PROBLEM STATEMENT
Every line of the data should be written out exactly, with the pictures left out.

GIVEN INFORMATION
============
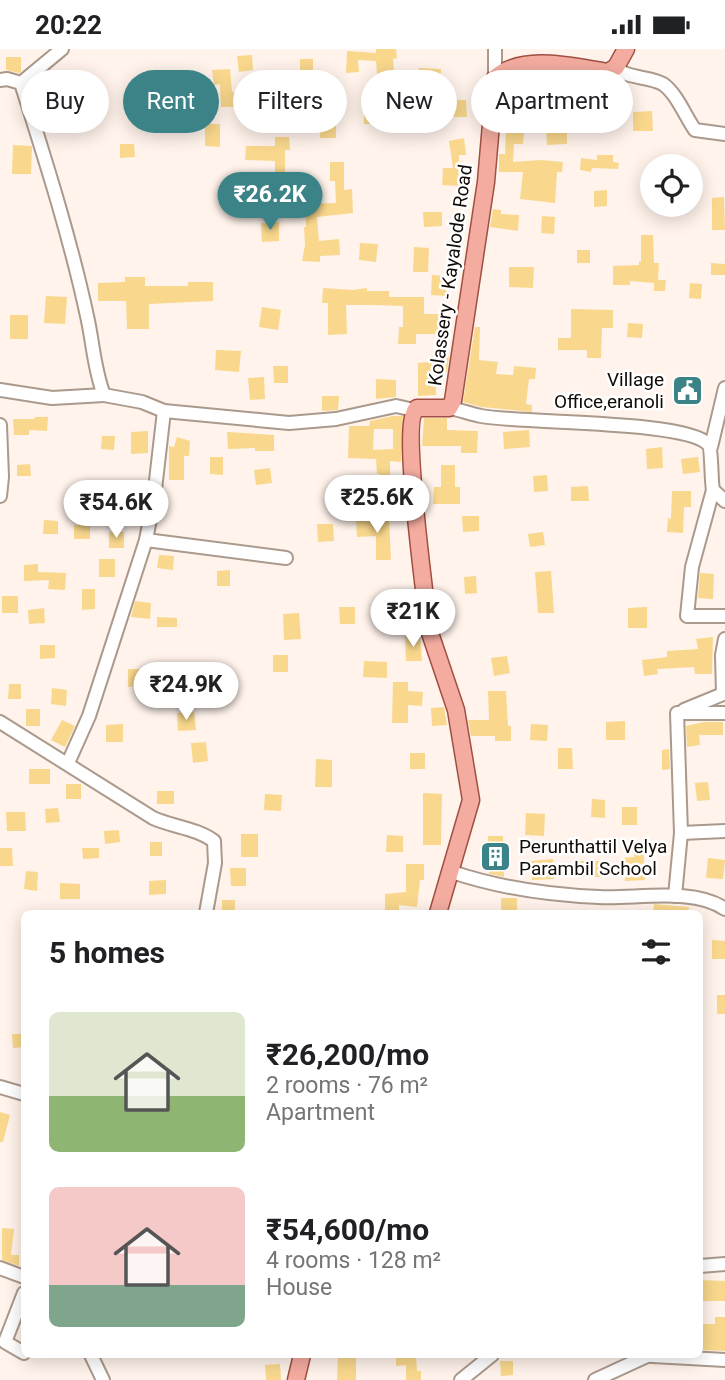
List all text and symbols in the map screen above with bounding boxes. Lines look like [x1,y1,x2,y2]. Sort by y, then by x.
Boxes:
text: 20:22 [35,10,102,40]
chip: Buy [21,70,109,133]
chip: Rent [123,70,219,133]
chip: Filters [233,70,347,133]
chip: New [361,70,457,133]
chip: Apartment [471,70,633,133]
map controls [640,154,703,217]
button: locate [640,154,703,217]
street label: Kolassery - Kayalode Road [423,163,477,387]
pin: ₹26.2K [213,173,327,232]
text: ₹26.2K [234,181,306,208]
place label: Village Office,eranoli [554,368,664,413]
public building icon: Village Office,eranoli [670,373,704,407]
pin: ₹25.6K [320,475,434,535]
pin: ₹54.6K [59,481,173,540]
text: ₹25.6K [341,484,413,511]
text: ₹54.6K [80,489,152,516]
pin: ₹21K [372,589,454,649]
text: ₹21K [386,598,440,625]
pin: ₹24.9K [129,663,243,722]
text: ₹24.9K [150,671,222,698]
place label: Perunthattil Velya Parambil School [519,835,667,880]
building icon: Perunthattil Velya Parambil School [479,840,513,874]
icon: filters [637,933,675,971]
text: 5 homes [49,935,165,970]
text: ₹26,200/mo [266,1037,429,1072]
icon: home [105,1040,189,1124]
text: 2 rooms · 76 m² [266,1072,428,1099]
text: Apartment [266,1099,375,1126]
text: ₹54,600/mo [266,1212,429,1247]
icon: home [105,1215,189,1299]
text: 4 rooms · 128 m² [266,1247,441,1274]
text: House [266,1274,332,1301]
============
EXERCISE RESULT
List all text and symbols in the map screen above with bounding boxes. Lines look like [x1,y1,x2,y2]. Sort by y, then by x.
Boxes:
text: 20:22 [35,10,102,40]
chip: Buy [21,70,109,133]
chip: Rent [123,70,219,133]
chip: Filters [233,70,347,133]
chip: New [361,70,457,133]
chip: Apartment [471,70,633,133]
map controls [640,154,703,217]
button: locate [640,154,703,217]
street label: Kolassery - Kayalode Road [423,163,477,387]
pin: ₹26.2K [213,173,327,232]
text: ₹26.2K [234,181,306,208]
place label: Village Office,eranoli [554,368,664,413]
public building icon: Village Office,eranoli [670,373,704,407]
pin: ₹25.6K [320,475,434,535]
pin: ₹54.6K [59,481,173,540]
text: ₹25.6K [341,484,413,511]
text: ₹54.6K [80,489,152,516]
pin: ₹21K [372,589,454,649]
text: ₹21K [386,598,440,625]
pin: ₹24.9K [129,663,243,722]
text: ₹24.9K [150,671,222,698]
place label: Perunthattil Velya Parambil School [519,835,667,880]
building icon: Perunthattil Velya Parambil School [479,840,513,874]
icon: filters [637,933,675,971]
text: 5 homes [49,935,165,970]
text: ₹26,200/mo [266,1037,429,1072]
icon: home [105,1040,189,1124]
text: 2 rooms · 76 m² [266,1072,428,1099]
text: Apartment [266,1099,375,1126]
text: ₹54,600/mo [266,1212,429,1247]
icon: home [105,1215,189,1299]
text: 4 rooms · 128 m² [266,1247,441,1274]
text: House [266,1274,332,1301]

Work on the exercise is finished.